§ **Problem requirements**
The answer must consist of each line below that holds the word "limit", copied as it stands.

§ **Information given**

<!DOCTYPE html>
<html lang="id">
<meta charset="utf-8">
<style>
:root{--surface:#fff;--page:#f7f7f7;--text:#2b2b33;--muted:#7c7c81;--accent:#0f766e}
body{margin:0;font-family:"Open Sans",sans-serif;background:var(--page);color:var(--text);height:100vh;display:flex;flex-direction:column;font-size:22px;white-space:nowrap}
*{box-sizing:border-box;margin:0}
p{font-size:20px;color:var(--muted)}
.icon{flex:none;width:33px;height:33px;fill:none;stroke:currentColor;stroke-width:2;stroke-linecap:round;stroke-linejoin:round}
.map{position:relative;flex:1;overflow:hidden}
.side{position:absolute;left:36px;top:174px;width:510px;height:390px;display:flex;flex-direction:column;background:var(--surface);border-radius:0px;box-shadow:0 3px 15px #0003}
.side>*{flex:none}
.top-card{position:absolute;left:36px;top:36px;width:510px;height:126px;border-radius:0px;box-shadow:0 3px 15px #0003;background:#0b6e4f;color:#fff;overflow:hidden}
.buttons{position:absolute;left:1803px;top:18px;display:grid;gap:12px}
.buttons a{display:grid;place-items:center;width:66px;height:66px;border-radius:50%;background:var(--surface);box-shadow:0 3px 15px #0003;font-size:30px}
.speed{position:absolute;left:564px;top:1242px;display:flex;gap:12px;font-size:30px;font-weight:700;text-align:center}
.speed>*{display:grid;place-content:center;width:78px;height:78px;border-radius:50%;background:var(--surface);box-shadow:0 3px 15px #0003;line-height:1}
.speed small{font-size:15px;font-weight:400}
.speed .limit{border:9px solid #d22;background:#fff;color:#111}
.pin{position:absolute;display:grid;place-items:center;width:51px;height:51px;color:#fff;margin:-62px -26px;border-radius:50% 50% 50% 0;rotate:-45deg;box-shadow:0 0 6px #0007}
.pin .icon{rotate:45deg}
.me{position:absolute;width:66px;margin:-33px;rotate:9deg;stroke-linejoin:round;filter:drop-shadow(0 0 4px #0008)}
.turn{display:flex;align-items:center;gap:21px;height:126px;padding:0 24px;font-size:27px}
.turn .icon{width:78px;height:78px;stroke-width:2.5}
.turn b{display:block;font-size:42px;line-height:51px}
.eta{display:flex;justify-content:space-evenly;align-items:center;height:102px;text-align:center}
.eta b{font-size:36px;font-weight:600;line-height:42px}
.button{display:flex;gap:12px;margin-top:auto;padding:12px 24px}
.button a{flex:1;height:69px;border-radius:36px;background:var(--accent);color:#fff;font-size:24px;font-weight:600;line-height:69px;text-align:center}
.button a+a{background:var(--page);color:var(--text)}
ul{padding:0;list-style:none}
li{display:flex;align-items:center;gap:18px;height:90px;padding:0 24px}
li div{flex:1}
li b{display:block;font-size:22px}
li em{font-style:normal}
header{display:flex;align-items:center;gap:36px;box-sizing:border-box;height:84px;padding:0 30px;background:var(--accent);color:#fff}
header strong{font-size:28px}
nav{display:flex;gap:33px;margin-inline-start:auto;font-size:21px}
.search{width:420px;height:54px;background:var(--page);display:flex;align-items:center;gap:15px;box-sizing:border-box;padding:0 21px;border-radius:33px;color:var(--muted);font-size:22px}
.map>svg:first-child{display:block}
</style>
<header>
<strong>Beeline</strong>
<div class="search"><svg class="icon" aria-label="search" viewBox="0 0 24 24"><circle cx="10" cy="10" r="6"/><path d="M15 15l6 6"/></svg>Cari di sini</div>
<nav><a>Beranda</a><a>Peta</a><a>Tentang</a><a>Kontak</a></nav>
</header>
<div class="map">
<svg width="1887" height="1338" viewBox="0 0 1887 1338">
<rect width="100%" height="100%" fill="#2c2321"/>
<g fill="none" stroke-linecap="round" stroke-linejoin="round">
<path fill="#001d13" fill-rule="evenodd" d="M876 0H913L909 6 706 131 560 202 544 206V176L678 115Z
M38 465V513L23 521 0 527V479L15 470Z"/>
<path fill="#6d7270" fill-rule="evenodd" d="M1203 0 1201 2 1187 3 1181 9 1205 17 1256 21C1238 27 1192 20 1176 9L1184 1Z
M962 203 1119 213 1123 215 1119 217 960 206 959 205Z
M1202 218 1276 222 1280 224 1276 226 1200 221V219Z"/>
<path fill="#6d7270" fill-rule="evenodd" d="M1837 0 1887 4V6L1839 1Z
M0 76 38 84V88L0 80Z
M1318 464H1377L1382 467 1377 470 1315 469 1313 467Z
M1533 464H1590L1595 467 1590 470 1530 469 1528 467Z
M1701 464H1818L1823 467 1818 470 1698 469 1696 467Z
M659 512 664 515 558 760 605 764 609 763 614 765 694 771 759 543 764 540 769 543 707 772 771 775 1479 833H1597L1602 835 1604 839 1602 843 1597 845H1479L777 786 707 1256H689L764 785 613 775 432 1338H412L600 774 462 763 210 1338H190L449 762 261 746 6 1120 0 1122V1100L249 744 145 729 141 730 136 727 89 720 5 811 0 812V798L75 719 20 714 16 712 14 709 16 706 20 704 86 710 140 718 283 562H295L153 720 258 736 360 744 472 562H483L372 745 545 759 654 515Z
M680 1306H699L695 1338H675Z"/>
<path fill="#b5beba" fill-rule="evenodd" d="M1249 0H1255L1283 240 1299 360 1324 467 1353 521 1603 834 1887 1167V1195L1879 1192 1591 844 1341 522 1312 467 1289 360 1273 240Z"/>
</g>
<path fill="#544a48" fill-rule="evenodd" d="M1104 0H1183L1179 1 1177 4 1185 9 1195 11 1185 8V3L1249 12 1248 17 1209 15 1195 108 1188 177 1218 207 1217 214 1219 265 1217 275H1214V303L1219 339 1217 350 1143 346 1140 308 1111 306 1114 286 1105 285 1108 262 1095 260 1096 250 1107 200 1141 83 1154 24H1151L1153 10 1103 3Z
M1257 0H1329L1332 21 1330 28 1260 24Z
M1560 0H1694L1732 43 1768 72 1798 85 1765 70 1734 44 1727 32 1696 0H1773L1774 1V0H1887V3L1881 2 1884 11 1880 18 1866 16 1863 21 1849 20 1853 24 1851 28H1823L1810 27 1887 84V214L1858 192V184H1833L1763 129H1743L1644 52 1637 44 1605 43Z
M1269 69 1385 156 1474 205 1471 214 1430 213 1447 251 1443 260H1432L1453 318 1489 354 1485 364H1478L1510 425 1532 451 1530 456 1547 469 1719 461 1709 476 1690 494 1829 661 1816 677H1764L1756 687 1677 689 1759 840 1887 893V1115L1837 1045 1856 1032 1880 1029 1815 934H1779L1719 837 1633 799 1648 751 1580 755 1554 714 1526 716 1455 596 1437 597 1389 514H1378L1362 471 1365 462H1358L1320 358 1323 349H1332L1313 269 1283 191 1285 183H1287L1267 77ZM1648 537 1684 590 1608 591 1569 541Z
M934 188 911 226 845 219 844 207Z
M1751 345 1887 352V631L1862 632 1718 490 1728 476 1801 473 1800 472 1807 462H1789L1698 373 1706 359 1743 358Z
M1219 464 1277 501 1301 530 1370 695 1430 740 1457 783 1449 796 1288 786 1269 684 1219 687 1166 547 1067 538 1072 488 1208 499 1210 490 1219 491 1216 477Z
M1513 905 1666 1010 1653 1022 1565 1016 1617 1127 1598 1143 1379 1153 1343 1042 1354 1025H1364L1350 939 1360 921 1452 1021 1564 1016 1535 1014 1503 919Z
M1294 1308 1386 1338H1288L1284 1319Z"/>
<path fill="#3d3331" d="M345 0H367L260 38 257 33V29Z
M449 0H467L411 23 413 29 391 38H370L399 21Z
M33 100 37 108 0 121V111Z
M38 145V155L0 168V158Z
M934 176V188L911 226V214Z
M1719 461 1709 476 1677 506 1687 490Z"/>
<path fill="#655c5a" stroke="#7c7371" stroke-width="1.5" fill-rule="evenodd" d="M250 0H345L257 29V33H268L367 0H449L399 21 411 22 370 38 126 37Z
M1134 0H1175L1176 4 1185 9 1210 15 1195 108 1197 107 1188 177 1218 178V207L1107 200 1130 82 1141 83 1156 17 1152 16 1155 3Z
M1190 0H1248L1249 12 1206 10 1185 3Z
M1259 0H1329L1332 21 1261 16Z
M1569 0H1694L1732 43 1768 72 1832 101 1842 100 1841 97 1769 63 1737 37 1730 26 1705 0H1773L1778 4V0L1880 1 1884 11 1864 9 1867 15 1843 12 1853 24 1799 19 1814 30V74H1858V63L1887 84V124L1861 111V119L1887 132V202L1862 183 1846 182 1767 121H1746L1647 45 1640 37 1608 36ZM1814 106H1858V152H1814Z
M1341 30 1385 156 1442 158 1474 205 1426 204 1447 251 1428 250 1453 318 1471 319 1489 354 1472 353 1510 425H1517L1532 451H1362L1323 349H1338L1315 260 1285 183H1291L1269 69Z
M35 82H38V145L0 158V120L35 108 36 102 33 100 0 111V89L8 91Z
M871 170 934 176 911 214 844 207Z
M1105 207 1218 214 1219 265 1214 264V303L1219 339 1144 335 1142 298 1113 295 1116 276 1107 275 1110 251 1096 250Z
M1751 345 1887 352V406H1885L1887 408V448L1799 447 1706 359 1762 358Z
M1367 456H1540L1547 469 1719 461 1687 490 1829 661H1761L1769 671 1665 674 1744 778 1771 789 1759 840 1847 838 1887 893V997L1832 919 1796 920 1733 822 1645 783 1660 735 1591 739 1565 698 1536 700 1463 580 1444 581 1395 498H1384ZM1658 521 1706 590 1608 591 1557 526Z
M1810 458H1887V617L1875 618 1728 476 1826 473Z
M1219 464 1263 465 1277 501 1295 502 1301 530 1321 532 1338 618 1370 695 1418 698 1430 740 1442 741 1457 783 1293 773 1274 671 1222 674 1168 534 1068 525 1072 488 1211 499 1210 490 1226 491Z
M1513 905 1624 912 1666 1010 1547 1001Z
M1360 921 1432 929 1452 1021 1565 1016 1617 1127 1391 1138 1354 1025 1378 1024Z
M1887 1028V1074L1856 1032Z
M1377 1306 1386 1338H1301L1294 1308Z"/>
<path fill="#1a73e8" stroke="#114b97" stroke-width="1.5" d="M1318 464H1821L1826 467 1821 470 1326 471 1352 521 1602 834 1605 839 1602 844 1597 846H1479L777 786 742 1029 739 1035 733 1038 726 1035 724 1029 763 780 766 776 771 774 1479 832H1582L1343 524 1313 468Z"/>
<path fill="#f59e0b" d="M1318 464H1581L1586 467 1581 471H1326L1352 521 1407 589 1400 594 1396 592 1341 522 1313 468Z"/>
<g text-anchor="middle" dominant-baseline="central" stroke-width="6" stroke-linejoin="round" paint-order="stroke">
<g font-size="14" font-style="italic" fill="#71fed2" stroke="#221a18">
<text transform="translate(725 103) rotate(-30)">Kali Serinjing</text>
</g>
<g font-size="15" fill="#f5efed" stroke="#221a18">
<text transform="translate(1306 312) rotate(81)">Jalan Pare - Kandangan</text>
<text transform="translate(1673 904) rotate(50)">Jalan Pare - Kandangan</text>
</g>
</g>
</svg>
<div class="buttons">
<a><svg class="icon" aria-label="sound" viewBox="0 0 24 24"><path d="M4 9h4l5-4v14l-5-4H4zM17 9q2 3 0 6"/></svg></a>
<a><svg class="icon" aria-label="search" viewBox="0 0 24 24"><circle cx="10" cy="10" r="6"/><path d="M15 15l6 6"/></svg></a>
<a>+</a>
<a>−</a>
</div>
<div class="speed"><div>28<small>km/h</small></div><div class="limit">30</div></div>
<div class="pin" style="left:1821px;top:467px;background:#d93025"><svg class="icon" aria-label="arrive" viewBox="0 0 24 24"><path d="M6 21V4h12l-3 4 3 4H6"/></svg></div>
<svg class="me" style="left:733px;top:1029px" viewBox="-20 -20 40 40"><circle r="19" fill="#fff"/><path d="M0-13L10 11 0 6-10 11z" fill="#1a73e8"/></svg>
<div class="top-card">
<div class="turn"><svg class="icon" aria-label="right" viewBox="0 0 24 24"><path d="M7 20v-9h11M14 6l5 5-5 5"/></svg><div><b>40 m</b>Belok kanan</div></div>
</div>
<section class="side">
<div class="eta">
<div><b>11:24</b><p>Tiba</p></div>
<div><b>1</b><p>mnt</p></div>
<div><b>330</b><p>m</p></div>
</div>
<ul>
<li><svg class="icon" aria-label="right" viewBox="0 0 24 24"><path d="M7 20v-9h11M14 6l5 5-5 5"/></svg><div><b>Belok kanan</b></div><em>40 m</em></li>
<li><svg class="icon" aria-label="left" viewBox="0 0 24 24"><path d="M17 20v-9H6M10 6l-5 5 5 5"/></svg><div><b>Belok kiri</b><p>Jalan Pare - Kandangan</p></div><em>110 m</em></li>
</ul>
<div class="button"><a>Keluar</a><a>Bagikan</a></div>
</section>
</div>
* * *
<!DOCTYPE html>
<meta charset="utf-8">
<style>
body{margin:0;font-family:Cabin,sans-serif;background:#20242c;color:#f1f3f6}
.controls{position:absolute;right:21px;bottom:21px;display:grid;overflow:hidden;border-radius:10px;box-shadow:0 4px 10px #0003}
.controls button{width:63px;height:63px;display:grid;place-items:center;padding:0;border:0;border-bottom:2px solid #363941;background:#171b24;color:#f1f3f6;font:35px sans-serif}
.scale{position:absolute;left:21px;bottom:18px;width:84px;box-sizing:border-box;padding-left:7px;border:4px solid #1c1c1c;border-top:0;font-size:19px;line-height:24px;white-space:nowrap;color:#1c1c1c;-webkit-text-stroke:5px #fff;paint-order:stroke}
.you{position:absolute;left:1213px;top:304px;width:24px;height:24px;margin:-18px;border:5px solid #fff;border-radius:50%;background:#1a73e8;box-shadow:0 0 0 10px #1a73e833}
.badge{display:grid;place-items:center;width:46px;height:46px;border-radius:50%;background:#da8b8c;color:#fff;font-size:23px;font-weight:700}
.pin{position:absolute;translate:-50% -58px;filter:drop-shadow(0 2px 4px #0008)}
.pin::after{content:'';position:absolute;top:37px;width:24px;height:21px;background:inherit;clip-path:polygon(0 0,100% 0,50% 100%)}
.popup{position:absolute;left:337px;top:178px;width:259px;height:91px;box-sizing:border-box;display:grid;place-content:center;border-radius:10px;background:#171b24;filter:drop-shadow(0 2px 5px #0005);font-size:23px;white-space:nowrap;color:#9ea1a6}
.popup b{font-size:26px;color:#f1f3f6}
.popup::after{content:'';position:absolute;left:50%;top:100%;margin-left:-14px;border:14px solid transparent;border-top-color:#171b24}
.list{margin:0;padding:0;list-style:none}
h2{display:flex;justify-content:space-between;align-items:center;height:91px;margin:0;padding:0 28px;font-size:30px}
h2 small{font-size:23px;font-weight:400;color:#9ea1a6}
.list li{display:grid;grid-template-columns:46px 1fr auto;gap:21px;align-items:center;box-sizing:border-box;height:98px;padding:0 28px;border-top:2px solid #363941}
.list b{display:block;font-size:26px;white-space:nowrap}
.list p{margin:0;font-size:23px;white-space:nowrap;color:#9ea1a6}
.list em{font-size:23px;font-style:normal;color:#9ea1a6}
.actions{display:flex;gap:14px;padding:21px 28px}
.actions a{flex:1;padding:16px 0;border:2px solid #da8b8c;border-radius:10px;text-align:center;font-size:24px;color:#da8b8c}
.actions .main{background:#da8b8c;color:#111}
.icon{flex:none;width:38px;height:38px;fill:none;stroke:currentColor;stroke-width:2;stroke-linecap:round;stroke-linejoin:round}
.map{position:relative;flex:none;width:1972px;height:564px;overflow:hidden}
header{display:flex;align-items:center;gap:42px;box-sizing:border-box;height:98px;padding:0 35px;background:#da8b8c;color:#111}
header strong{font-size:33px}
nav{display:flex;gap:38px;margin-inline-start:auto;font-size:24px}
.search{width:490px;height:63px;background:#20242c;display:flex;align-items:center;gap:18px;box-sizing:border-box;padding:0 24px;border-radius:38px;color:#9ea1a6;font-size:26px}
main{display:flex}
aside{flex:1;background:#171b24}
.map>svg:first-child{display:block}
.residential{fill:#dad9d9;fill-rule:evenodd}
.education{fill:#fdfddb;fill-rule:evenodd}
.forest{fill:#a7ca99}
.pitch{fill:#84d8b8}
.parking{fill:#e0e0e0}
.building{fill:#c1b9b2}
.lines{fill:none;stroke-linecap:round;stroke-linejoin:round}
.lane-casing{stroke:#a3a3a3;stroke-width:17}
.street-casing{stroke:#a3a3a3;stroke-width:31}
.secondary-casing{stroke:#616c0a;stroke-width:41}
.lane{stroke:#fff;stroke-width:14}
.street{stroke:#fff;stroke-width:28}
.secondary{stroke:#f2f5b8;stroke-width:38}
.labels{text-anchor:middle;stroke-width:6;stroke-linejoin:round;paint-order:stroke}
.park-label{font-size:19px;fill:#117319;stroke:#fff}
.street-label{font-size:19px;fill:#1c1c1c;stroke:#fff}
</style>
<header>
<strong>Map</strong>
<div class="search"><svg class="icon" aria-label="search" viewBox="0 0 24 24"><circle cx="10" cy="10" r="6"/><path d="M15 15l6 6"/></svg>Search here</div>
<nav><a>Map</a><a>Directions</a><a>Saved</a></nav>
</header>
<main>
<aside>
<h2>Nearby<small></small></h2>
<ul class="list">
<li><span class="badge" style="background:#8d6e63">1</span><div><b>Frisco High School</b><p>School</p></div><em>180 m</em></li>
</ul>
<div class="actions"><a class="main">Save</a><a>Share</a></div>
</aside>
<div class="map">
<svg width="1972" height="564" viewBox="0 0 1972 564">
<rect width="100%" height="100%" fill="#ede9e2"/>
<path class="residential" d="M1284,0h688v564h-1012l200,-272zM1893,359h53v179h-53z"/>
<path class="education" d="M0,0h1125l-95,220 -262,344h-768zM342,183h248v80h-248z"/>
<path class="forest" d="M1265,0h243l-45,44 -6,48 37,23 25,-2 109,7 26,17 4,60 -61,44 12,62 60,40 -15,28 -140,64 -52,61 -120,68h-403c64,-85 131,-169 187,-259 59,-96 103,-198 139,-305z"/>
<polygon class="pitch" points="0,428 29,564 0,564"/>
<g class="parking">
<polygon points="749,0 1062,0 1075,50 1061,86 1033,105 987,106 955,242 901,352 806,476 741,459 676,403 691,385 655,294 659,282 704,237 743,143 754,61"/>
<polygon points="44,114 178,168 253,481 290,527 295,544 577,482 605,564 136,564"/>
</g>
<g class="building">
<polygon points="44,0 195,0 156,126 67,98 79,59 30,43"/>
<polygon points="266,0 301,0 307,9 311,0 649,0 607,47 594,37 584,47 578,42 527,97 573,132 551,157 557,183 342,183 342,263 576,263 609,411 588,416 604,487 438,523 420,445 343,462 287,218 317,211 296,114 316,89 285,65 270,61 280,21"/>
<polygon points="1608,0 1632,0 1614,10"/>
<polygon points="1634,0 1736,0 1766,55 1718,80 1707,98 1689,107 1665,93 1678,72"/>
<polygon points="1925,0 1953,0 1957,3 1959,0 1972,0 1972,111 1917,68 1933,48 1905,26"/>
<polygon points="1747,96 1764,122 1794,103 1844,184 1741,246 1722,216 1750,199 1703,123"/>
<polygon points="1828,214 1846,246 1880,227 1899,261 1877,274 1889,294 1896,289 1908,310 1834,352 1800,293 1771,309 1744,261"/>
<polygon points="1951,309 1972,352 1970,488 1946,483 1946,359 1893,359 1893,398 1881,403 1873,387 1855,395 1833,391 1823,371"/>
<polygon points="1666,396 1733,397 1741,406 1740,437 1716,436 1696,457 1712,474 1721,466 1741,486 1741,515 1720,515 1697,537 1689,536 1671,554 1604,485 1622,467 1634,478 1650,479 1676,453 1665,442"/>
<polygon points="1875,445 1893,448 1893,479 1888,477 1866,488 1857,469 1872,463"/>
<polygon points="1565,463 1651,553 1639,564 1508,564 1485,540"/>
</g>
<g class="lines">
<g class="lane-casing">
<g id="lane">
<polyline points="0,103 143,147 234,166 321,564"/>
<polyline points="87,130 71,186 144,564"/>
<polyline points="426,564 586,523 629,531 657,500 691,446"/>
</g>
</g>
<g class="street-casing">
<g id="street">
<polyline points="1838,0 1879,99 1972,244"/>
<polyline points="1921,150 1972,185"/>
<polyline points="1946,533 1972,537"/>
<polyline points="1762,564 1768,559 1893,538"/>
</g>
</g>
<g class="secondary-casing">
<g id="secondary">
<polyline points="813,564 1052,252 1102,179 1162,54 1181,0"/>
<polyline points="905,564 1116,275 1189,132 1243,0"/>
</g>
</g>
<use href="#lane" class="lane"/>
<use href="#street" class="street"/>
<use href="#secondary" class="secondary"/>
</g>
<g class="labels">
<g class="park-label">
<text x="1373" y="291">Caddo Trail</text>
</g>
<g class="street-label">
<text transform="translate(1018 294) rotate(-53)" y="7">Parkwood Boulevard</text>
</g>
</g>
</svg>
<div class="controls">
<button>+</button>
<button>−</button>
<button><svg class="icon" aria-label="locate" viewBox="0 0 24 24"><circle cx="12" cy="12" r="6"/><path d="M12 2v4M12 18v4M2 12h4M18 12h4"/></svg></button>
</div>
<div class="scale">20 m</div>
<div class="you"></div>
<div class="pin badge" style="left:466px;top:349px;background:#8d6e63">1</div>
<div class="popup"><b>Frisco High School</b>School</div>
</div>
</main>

§ **Task output**
.speed .limit{border:9px solid #d22;background:#fff;color:#111}
<div class="speed"><div>28<small>km/h</small></div><div class="limit">30</div></div>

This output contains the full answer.